Полноценной биографии Фридриха Горенштейна, кажется, все еще нет. Нет и сборников литературоведческих статей, посвященных его прозе. Их место занимают издания, которым трудно дать точное жанровое определение, издания, в которых произвольно смешиваются биографический нарратив, мемуары, архивные публикации, авторские рассуждения. Но это не всегда плохо. Если многочисленные сочинения о Горенштейне, вышедшие из-под пера Мины Полянской, вызывают недоумение[1], то книга Векслера заслуживает внимания.


Прежде всего поражает обилие конкретного материала: полемика Горенштейна с Григорием Померанцем, стенограмма обсуждения неосуществленного киносценария «Дом с башенкой» и воспоминания о работе над осуществленным — «Солярисом», множество интервью, в том числе данное Маргарите Хемлин…


Вносит ли все это новые штрихи в портрет писателя? И да и нет. Скорее — проясняет многое в мировосприятии Горенштейна. На первый взгляд он предстает таким, каким мы привыкли его себе представлять: «тяжелым», «серьезным» автором, думающим о глубине, а не об изяществе, и столь же тяжелым человеком, беспощадным к чужим слабостям, почти сварливым. Типичным шестидесятником, причемотрекающимся от шестидесятничества, ополчающимся на него за «очерковость, журнализм, неспособность к перевоплощению, а способность только к самовыражению».
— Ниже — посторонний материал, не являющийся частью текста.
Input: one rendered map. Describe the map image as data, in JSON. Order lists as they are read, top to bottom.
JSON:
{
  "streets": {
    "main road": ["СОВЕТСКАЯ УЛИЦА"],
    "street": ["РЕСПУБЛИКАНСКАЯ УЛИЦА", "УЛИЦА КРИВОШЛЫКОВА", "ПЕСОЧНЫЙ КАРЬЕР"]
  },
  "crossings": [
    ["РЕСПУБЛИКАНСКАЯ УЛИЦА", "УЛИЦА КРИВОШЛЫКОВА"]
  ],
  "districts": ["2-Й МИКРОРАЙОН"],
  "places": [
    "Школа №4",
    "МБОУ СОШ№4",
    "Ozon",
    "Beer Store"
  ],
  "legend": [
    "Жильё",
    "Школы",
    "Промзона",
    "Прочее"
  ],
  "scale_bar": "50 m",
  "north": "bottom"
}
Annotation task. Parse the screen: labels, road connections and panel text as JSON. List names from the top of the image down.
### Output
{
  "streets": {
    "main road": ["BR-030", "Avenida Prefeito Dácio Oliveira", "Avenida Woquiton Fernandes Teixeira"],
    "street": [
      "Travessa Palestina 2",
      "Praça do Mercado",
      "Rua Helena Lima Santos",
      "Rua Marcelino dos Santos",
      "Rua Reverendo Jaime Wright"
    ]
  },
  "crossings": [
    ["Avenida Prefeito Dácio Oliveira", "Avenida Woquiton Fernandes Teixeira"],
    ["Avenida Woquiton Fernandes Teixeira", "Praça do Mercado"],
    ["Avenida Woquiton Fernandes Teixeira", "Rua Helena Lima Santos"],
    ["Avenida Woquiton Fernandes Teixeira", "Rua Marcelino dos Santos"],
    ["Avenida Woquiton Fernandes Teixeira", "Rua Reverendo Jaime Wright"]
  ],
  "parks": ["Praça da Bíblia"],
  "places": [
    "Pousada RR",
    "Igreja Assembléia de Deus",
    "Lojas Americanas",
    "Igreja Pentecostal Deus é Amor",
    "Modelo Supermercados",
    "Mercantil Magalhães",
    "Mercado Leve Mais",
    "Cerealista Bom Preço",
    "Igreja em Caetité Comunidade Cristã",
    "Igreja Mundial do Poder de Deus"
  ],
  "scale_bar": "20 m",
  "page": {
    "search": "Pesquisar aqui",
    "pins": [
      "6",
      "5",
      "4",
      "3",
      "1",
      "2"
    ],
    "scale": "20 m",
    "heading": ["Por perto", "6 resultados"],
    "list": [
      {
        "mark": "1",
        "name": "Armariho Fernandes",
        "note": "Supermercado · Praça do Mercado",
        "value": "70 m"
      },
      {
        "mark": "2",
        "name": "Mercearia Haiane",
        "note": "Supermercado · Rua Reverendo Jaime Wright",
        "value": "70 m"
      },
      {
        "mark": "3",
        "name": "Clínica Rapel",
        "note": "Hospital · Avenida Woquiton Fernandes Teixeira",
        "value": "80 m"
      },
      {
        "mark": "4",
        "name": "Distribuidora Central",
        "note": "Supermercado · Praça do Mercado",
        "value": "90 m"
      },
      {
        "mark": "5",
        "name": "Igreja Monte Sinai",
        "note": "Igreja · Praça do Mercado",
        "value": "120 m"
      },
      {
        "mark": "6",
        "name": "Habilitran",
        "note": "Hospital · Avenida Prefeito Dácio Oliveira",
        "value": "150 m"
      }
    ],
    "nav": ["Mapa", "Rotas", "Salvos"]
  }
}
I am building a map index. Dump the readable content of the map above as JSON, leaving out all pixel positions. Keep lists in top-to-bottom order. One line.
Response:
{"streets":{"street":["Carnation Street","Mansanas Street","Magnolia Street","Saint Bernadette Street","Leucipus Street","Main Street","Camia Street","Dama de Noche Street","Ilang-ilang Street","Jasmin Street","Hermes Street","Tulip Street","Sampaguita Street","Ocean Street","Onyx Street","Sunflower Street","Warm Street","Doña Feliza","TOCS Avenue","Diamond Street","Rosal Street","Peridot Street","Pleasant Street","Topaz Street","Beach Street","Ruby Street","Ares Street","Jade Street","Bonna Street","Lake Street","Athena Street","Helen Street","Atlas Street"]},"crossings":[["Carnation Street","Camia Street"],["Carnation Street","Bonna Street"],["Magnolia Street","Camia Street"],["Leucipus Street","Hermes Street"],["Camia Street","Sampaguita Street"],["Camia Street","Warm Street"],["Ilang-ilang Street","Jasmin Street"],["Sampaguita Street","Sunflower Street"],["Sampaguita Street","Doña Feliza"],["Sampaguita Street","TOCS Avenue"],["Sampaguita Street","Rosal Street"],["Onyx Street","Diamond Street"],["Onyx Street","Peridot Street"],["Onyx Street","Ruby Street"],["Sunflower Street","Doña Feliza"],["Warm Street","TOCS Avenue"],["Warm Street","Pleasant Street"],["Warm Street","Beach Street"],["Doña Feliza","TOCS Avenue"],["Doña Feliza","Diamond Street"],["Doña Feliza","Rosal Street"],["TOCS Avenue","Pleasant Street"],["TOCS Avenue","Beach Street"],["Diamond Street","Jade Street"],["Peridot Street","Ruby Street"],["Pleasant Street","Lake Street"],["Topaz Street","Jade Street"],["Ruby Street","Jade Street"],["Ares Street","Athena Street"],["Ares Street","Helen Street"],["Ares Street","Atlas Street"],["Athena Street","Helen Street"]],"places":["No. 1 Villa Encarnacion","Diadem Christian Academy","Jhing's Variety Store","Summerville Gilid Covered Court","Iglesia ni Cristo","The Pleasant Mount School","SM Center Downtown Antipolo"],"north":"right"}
И в то же время обладателем отчетливого еврейского самосознания:


До тех пор, покуда евреи не преодолеют свой гетто-комплекс, до тех пор, покуда они не перестанут стремиться «быть хорошими», лучше других, в том смысле, чтобы они нравились всем, и переживать от того, что они не нравятся, до тех пор их положение будет по-прежнему такое же — они будут зависеть от любого антисемитского плевка, от любого харканья, от любого глупого высказывания…


Это мог бы сказать (да почти слово в слово и говорил) Жаботинский, но они с Горенштейном имели, словами русского поэта, «разные "потому что"». Жаботинский, как известно, мечтал для евреев об участи «народа как все». Горенштейна же раздражали любое самоприукрашивание, лицемерие, унизительная зависимость от посторонних лживых идеалов. Его картина мира, провозглашенная в споре с христианином Померанцем, жестока и безотрадна:


Я вообще сомневаюсь в возможности искренне раскаяться тому, кто совершил преднамеренное тяжкое преступление, убийство или иное злодеяние. <…> Тот, кто способен искренне покаяться, не способен совершить преступление. Может быть, в этом и суть покаяния: до того, а не после того, как пролилась кровь или совершено другое злодеяние. Только того можно искренне простить, кто одержал победу над бесом – раскаялся до, а не после.

После тяжкого преступления должно следовать тяжкое наказание.


Это скорее похоже не на иудаизм (как, вероятно, представлялось самому писателю), а на кальвинизм с его отрицанием свободы воли и верой в предопределенность добра и зла в человеке. Можно предположить, что именно подсознательное желание оказаться в наиболее психологически неблагополучной ситуации, узнать самые неприятные секреты человеческой природы заставило Горенштейна после эмиграции выбрать местом жительства Германию, о которой он продолжал постоянно думать в контексте Холокоста.


Но все эти особенности мировосприятия оставались бы не так важны, если бы каждое слово писателя не было согрето страстью и волей:


…глубинному творческому инстинкту плевать — есть у тебя талант или нет, есть у тебя физические и душевные силы или нет, умен ты или нет. Ввязался в игру, играй до конца.


Горенштейн играл до конца. Можно лишь поблагодарить Юрия Векслера за книгу, показавшую читателю некоторые — пусть неизбежно внешние — детали и подробности этой игры.


[1] См. наш отклик на одно из них: Народ Книги в мире книг. 2004. № 53. С. 11.